Boutsen testando o JS35 em Paul Ricard

O outro fornecimento foi dado ao Team Modena, que correria com o carro desenvolvido por Mauro Forghieri e Mario Tolentino e seria originalmente para o grupo mexicano GLAS (ver a 4ª parte). Como a Chrysler vetou a equipe própria, Forghieri convenceu seu amigo, o industrial Carlo Patrucco, a bancar a aventura. O acordo seria simples: ele bancaria a equipe e a Lamborghini daria o apoio técnico.

Patrucco pagou os US$ 100 mil da inscriçao (somente 500 vezes a menos do que atual), um acordo foi fechado com a Good Year e a estatal Agip, uma base foi estabelecida em Modena e o Team Modena estava oficialmente inscrito na temporada 1991. Entretanto, o carro foi conhecido oficialmente como Lambo 291. Nicola Larini e Eric van de Poele foram indicados como pilotos.


Os dois carros tinham coisas em comum : eram em sua maioria azuis, tinham pilotos belgas e sofriam com problemas de peso e se mostraram mal-nascidos. Os italianos ainda tinham que enfrentar o calvário das pré-qualificações de sexta de manhã.

A temporada começou em Phoenix, com Larini conseguindo passar pelas pré em terceiro. Van de Poele ficou em ultimo e desclassificado, pois o carro reserva estava acertado para Larini e simplesmente sua cabeça ficava acima do santo antônio. Nos treinos oficiais, Larini conseguiu um respeitável 17º lugar e Boutsen, um 20º lugar. Comas ficou de fora do grid por pouco mais de um décimo. No fim, o italiano conseguiu um sétimo lugar (que acabou sendo seu melhor resultado na temporada).
Van de Poele em Phoenix (EUA). Dá pra perceber o porquê de ter sido desclassificado ?
 
No Brasil, as Ligier conseguiram se classificar, mas as Lambo, nem passaram das pré. Comas abandonou quando estava em 11º e Boutsen se arrastou até o final, chegando em 13º. A esta altura, as coisas não iam bem nas hostes francesas...

Em San Marino, inicio da temporada européia, mudanças na Ligier: saíram Divilla e Galopin e chegou Frankie Dernie, que havia saido da Lotus no fim da temporada anterior. Seu trabalho: tentar dar um jeito no JS35. Já a Modena vinha com uma versão especial do motor Lamborghini e gasolina. Tanto que Van de Poele conseguiu o ultimo lugar classificável das pré. Nos treinos, os tres carros ficaram dentro do mesmo segundo, mas Comas em 19º, Van de Poele em 21º e Boutsen, em 24º (um ano antes, o belga tinha ficado 20 posições à frente...)

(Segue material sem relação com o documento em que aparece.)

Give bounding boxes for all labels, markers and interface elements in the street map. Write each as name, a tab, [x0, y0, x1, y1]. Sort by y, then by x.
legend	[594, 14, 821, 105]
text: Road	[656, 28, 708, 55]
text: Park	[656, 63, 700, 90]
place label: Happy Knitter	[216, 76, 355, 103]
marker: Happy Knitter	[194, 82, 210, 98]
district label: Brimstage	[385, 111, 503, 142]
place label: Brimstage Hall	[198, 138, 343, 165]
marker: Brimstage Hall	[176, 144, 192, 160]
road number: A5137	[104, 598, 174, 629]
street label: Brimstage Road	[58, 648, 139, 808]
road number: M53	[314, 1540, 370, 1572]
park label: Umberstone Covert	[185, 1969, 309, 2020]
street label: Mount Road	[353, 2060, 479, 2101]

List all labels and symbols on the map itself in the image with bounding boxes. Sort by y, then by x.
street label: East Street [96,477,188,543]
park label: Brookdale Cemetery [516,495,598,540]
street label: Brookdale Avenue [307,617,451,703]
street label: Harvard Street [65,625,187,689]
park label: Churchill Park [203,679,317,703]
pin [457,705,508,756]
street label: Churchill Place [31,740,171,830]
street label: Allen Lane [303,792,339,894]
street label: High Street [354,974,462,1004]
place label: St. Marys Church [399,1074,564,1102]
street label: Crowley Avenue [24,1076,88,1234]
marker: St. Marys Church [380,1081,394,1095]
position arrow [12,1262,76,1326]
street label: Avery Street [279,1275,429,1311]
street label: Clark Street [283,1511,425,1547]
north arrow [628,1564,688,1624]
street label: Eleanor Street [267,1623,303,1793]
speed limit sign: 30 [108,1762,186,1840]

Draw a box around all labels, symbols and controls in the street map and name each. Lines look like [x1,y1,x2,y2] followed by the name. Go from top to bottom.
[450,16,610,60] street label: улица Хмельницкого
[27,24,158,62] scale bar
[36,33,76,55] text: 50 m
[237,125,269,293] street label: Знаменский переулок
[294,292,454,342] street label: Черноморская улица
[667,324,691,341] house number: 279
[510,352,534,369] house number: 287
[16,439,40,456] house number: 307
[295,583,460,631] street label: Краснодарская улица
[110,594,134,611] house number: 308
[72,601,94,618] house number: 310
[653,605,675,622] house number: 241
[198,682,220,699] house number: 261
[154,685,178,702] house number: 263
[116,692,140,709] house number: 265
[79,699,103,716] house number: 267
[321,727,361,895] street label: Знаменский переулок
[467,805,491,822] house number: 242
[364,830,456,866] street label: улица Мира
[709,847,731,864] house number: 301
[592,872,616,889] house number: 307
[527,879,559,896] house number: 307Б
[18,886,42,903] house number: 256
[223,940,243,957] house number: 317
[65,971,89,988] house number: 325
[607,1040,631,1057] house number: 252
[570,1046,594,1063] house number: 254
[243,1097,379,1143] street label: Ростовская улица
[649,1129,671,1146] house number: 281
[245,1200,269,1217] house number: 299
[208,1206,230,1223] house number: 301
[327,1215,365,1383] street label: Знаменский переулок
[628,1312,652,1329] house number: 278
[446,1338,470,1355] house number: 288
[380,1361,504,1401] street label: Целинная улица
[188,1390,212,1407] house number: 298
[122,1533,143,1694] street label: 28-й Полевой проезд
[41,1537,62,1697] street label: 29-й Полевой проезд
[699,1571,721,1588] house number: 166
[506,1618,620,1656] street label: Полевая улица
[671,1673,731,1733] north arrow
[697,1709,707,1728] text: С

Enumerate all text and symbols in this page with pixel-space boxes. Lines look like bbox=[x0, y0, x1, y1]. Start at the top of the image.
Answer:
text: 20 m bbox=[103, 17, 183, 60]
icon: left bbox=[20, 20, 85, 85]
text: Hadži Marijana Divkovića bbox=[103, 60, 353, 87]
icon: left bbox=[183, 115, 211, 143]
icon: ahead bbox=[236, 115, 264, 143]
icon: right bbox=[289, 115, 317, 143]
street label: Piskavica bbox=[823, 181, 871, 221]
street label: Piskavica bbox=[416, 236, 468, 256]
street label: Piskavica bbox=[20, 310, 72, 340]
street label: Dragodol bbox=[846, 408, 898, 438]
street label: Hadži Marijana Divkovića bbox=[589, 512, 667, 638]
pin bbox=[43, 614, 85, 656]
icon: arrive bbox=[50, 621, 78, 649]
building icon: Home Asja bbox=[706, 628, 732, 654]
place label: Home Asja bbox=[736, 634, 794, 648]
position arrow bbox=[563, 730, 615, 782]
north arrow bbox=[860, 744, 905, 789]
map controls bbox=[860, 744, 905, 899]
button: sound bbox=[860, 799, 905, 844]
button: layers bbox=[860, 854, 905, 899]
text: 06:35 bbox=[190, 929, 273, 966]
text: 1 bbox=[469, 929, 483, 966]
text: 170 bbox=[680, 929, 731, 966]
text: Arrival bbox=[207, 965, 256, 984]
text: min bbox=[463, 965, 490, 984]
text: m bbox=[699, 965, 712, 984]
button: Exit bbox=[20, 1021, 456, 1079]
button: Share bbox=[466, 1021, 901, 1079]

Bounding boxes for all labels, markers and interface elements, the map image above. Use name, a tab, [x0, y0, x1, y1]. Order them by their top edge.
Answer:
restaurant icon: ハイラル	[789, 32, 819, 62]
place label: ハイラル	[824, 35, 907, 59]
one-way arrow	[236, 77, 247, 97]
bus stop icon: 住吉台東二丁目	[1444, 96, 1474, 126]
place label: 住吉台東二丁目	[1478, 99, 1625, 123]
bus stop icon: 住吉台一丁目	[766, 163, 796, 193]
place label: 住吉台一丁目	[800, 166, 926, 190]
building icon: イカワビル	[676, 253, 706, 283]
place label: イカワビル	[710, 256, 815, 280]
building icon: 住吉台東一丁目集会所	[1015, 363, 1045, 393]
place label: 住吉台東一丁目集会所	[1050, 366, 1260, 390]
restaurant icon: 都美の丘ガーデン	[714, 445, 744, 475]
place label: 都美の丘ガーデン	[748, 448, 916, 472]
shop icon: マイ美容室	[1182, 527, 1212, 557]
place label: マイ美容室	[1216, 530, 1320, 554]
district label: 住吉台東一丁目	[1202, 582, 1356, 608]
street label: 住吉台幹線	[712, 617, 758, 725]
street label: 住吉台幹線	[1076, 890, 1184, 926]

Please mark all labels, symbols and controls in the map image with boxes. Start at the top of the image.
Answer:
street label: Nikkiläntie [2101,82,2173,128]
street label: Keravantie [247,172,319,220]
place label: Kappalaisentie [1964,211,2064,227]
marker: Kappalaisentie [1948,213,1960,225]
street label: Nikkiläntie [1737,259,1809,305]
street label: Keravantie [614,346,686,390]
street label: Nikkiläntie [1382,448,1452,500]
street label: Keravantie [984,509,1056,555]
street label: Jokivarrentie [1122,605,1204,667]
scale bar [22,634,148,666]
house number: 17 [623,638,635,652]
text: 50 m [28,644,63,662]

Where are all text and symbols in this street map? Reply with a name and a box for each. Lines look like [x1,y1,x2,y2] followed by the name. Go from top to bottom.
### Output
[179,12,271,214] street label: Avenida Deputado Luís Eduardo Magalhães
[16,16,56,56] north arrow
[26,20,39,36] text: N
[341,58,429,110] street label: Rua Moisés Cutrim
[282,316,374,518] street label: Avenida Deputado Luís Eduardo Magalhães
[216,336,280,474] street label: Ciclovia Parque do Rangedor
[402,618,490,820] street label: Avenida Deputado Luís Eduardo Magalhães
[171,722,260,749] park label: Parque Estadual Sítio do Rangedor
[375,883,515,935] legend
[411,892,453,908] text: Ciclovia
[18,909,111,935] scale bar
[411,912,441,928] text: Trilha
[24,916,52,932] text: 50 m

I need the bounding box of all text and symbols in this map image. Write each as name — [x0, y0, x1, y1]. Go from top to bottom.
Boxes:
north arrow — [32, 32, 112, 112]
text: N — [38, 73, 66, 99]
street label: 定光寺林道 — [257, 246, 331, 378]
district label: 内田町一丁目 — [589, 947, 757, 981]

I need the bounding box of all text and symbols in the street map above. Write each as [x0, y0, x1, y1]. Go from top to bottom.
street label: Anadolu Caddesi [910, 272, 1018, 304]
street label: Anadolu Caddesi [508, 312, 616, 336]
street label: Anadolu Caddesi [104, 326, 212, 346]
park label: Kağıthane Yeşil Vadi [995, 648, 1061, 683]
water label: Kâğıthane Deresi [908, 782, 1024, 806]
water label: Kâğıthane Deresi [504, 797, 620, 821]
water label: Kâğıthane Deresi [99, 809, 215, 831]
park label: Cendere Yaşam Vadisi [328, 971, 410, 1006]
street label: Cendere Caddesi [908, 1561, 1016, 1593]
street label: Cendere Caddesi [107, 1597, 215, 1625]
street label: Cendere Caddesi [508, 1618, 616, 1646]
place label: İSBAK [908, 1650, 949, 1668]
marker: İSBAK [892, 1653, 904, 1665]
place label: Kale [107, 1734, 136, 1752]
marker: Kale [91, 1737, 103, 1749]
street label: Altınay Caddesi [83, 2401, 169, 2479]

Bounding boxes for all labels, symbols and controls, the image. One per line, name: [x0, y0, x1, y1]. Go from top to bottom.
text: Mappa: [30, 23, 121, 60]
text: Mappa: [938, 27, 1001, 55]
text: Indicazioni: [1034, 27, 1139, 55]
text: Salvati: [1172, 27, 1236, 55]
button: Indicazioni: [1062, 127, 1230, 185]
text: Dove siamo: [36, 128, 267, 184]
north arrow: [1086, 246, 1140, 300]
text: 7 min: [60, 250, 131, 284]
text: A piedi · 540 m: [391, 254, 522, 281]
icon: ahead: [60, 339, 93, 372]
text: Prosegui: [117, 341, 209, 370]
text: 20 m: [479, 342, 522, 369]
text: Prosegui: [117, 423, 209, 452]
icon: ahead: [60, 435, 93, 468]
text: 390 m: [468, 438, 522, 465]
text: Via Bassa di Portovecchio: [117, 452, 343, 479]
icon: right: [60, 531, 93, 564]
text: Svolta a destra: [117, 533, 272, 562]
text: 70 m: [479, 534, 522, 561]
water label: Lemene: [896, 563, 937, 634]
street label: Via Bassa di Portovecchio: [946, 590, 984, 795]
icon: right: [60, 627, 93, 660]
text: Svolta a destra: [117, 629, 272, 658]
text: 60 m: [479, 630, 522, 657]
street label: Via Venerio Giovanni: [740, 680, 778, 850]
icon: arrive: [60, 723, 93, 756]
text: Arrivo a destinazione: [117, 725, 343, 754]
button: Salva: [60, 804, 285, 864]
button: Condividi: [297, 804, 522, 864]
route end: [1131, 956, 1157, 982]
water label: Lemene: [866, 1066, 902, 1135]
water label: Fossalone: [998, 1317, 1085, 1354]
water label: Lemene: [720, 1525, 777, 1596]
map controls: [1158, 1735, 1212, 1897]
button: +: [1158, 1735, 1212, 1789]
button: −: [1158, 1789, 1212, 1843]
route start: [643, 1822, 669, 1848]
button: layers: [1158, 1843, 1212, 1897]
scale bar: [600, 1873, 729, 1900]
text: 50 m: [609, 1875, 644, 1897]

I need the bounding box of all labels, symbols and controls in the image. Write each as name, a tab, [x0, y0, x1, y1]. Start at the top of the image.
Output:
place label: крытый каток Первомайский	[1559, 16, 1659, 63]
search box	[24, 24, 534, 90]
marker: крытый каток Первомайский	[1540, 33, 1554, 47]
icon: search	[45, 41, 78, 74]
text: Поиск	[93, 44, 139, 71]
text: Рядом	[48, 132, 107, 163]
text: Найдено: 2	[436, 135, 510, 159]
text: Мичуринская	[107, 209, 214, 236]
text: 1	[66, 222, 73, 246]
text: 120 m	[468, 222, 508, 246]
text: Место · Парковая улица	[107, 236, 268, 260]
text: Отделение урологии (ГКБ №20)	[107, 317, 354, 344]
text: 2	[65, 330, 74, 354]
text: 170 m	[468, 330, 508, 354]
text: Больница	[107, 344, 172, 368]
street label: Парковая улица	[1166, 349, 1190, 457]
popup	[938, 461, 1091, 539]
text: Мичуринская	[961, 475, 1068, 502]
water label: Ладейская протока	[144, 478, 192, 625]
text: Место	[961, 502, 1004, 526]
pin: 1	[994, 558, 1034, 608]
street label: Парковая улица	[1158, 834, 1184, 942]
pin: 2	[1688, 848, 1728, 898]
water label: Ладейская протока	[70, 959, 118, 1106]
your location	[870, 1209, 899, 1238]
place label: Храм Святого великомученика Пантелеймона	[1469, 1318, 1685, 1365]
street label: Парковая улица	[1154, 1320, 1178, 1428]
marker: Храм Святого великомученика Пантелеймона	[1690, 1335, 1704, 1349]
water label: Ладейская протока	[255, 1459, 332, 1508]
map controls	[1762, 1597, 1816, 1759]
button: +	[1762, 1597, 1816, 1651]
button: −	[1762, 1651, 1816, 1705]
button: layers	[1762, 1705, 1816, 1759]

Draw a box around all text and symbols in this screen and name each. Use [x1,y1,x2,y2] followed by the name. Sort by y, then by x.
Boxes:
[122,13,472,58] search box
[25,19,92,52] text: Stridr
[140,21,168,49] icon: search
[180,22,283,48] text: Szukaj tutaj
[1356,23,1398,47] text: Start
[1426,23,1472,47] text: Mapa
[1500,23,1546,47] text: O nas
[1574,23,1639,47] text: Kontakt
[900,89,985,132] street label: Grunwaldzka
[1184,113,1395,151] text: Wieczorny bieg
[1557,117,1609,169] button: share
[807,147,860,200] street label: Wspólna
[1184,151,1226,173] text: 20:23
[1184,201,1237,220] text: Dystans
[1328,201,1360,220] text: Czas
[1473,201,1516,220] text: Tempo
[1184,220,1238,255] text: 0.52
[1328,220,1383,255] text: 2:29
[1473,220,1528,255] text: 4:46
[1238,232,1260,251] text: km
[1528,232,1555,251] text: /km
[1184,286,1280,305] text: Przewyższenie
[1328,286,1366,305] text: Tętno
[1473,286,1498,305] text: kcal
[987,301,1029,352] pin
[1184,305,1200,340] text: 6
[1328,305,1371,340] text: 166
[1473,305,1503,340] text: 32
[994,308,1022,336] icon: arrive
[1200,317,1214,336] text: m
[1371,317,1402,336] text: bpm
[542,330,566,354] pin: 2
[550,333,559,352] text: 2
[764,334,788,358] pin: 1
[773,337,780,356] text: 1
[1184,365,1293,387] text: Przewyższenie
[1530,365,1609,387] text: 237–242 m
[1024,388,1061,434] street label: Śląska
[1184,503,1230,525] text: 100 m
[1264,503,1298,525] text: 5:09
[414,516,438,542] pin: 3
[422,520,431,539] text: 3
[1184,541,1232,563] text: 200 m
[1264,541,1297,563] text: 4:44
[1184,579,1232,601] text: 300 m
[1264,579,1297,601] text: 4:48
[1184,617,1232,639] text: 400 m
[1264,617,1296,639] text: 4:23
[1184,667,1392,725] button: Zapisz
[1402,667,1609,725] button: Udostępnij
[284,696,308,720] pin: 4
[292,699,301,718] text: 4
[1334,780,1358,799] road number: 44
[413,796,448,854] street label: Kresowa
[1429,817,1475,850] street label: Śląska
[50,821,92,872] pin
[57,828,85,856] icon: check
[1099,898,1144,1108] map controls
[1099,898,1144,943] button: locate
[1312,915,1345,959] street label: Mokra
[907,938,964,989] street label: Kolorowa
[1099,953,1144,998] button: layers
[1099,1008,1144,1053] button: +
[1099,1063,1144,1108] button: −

Em uma corrida um tanto quanto louca, com direito a Alain Prost rodando na volta de apresentação, quem ficou na pista foi se dando bem. E Van de Poele vinha fazendo uma corrida segura, ciente das limitações do carro. E levando com cuidado, foi subindo na classificação: aproveitando as paradas no box para troca de pneus (de chuva para seco), fechou a 10ª volta na 9ª posição. Na 30ª , encontrava-se em 8º, atrás de J.J Letho. Boutsen não vinha muito atrás, com um digno 10º lugar.

Nas voltas seguintes, a briga era intensa: um grupo envolvendo Boutsen, Van de Poele, Bailey e Hakkinen vinha brigando intensamente. E na 50ª volta, Van de Poele conseguia o 6º lugar com certa facilidade e se mantinha ali.

A maravilha maior aconteceu quando Roberto Moreno, que ocupava o 3º posto, abandonou. O belga subiu para a 5ª posição e todos os santos estavam sendo evocados pelo Team Modena. Boutsen estava logo atrás, mas perdeu as posições para Hakkinen e Bailey, justamente pelo motor falhando.

E o que não poderia dar errado, deu: simplesmente na última volta, o pescador do tanque de gasolina não funciona e o motor de Van de Poele para de funcionar a 300 metros da chegada. De 5º cai para 9º. Foi sua melhor chegada na sua carreira na Fórmula 1 e uma das situações mais dolorosas que quase ninguém tem notícia...
Van de Poele em seu grande momento...não deu...

Depois, as duas equipes voltaram à sua rotina: as Ligier sofrendo para ficar no final do grid e a dupla da Modena não passando das pré. Pra complicar, algumas faturas da Lamborghini não vinham sendo pagas e o Lambo291 foi ficando de lado...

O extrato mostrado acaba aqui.